*Work request*
Please return all the records exactly, with nothing left out.

*Provided records*
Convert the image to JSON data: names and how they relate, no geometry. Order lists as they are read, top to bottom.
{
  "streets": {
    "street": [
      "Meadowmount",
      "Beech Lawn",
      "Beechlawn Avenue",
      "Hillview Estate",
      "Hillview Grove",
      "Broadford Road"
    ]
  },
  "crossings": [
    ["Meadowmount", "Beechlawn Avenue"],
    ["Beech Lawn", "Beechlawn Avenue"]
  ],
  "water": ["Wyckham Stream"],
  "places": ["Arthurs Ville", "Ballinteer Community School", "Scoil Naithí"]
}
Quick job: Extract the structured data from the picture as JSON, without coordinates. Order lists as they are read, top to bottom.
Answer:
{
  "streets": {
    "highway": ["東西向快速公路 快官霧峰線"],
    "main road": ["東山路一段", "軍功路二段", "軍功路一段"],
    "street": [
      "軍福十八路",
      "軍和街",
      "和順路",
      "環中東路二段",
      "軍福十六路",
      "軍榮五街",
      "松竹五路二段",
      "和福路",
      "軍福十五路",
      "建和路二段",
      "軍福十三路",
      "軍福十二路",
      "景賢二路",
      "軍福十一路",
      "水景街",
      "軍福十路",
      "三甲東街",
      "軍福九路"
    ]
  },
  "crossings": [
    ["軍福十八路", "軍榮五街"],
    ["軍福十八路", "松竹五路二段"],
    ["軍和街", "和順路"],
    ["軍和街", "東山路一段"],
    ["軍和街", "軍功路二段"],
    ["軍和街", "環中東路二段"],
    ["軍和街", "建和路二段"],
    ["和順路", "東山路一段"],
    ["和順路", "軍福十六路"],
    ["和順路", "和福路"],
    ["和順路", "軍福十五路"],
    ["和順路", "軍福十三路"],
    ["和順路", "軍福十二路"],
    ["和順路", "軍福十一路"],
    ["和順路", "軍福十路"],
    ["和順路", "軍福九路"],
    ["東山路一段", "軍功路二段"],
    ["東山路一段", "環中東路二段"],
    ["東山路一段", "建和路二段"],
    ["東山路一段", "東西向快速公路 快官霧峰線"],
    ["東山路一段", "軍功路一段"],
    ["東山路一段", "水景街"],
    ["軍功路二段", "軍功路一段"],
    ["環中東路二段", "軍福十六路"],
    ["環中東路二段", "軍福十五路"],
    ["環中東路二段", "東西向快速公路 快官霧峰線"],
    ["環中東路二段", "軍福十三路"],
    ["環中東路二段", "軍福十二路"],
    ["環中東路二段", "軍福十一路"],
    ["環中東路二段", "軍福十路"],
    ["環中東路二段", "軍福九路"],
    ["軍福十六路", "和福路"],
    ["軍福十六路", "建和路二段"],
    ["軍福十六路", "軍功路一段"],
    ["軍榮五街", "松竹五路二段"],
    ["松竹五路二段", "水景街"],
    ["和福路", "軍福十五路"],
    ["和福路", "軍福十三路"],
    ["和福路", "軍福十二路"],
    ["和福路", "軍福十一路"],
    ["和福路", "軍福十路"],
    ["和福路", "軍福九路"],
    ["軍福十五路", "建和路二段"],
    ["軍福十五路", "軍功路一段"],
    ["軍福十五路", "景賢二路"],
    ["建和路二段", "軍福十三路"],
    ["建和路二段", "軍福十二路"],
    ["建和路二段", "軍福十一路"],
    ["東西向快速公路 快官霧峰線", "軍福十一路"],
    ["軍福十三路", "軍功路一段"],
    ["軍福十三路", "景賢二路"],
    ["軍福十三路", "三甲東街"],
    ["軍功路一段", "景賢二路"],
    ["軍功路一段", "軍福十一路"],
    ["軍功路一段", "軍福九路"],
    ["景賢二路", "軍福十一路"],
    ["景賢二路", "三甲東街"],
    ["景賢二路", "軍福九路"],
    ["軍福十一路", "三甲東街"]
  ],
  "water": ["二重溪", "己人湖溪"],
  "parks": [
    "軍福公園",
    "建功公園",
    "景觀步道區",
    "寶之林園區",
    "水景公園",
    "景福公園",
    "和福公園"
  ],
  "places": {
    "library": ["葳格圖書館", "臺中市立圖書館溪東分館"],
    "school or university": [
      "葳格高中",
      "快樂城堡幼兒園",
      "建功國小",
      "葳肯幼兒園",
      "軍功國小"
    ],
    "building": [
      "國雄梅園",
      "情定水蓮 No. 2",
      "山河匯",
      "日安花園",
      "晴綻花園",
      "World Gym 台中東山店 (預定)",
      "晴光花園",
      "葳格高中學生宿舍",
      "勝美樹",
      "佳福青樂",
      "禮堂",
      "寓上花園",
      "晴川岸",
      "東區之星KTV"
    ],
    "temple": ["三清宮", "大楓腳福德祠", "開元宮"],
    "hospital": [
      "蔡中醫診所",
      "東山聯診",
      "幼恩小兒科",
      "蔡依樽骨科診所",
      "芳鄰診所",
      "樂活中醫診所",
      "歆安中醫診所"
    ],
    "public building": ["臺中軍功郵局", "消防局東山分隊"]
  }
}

*Result below*
Convert the image to JSON data: names and how they relate, no geometry. Order lists as they are read, top to bottom.
{
  "streets": {
    "street": [
      "Meadowmount",
      "Beech Lawn",
      "Beechlawn Avenue",
      "Hillview Estate",
      "Hillview Grove",
      "Broadford Road"
    ]
  },
  "crossings": [
    ["Meadowmount", "Beechlawn Avenue"],
    ["Beech Lawn", "Beechlawn Avenue"]
  ],
  "water": ["Wyckham Stream"],
  "places": ["Arthurs Ville", "Ballinteer Community School", "Scoil Naithí"]
}
Quick job: Extract the structured data from the picture as JSON, without coordinates. Order lists as they are read, top to bottom.
Answer:
{
  "streets": {
    "highway": ["東西向快速公路 快官霧峰線"],
    "main road": ["東山路一段", "軍功路二段", "軍功路一段"],
    "street": [
      "軍福十八路",
      "軍和街",
      "和順路",
      "環中東路二段",
      "軍福十六路",
      "軍榮五街",
      "松竹五路二段",
      "和福路",
      "軍福十五路",
      "建和路二段",
      "軍福十三路",
      "軍福十二路",
      "景賢二路",
      "軍福十一路",
      "水景街",
      "軍福十路",
      "三甲東街",
      "軍福九路"
    ]
  },
  "crossings": [
    ["軍福十八路", "軍榮五街"],
    ["軍福十八路", "松竹五路二段"],
    ["軍和街", "和順路"],
    ["軍和街", "東山路一段"],
    ["軍和街", "軍功路二段"],
    ["軍和街", "環中東路二段"],
    ["軍和街", "建和路二段"],
    ["和順路", "東山路一段"],
    ["和順路", "軍福十六路"],
    ["和順路", "和福路"],
    ["和順路", "軍福十五路"],
    ["和順路", "軍福十三路"],
    ["和順路", "軍福十二路"],
    ["和順路", "軍福十一路"],
    ["和順路", "軍福十路"],
    ["和順路", "軍福九路"],
    ["東山路一段", "軍功路二段"],
    ["東山路一段", "環中東路二段"],
    ["東山路一段", "建和路二段"],
    ["東山路一段", "東西向快速公路 快官霧峰線"],
    ["東山路一段", "軍功路一段"],
    ["東山路一段", "水景街"],
    ["軍功路二段", "軍功路一段"],
    ["環中東路二段", "軍福十六路"],
    ["環中東路二段", "軍福十五路"],
    ["環中東路二段", "東西向快速公路 快官霧峰線"],
    ["環中東路二段", "軍福十三路"],
    ["環中東路二段", "軍福十二路"],
    ["環中東路二段", "軍福十一路"],
    ["環中東路二段", "軍福十路"],
    ["環中東路二段", "軍福九路"],
    ["軍福十六路", "和福路"],
    ["軍福十六路", "建和路二段"],
    ["軍福十六路", "軍功路一段"],
    ["軍榮五街", "松竹五路二段"],
    ["松竹五路二段", "水景街"],
    ["和福路", "軍福十五路"],
    ["和福路", "軍福十三路"],
    ["和福路", "軍福十二路"],
    ["和福路", "軍福十一路"],
    ["和福路", "軍福十路"],
    ["和福路", "軍福九路"],
    ["軍福十五路", "建和路二段"],
    ["軍福十五路", "軍功路一段"],
    ["軍福十五路", "景賢二路"],
    ["建和路二段", "軍福十三路"],
    ["建和路二段", "軍福十二路"],
    ["建和路二段", "軍福十一路"],
    ["東西向快速公路 快官霧峰線", "軍福十一路"],
    ["軍福十三路", "軍功路一段"],
    ["軍福十三路", "景賢二路"],
    ["軍福十三路", "三甲東街"],
    ["軍功路一段", "景賢二路"],
    ["軍功路一段", "軍福十一路"],
    ["軍功路一段", "軍福九路"],
    ["景賢二路", "軍福十一路"],
    ["景賢二路", "三甲東街"],
    ["景賢二路", "軍福九路"],
    ["軍福十一路", "三甲東街"]
  ],
  "water": ["二重溪", "己人湖溪"],
  "parks": [
    "軍福公園",
    "建功公園",
    "景觀步道區",
    "寶之林園區",
    "水景公園",
    "景福公園",
    "和福公園"
  ],
  "places": {
    "library": ["葳格圖書館", "臺中市立圖書館溪東分館"],
    "school or university": [
      "葳格高中",
      "快樂城堡幼兒園",
      "建功國小",
      "葳肯幼兒園",
      "軍功國小"
    ],
    "building": [
      "國雄梅園",
      "情定水蓮 No. 2",
      "山河匯",
      "日安花園",
      "晴綻花園",
      "World Gym 台中東山店 (預定)",
      "晴光花園",
      "葳格高中學生宿舍",
      "勝美樹",
      "佳福青樂",
      "禮堂",
      "寓上花園",
      "晴川岸",
      "東區之星KTV"
    ],
    "temple": ["三清宮", "大楓腳福德祠", "開元宮"],
    "hospital": [
      "蔡中醫診所",
      "東山聯診",
      "幼恩小兒科",
      "蔡依樽骨科診所",
      "芳鄰診所",
      "樂活中醫診所",
      "歆安中醫診所"
    ],
    "public building": ["臺中軍功郵局", "消防局東山分隊"]
  }
}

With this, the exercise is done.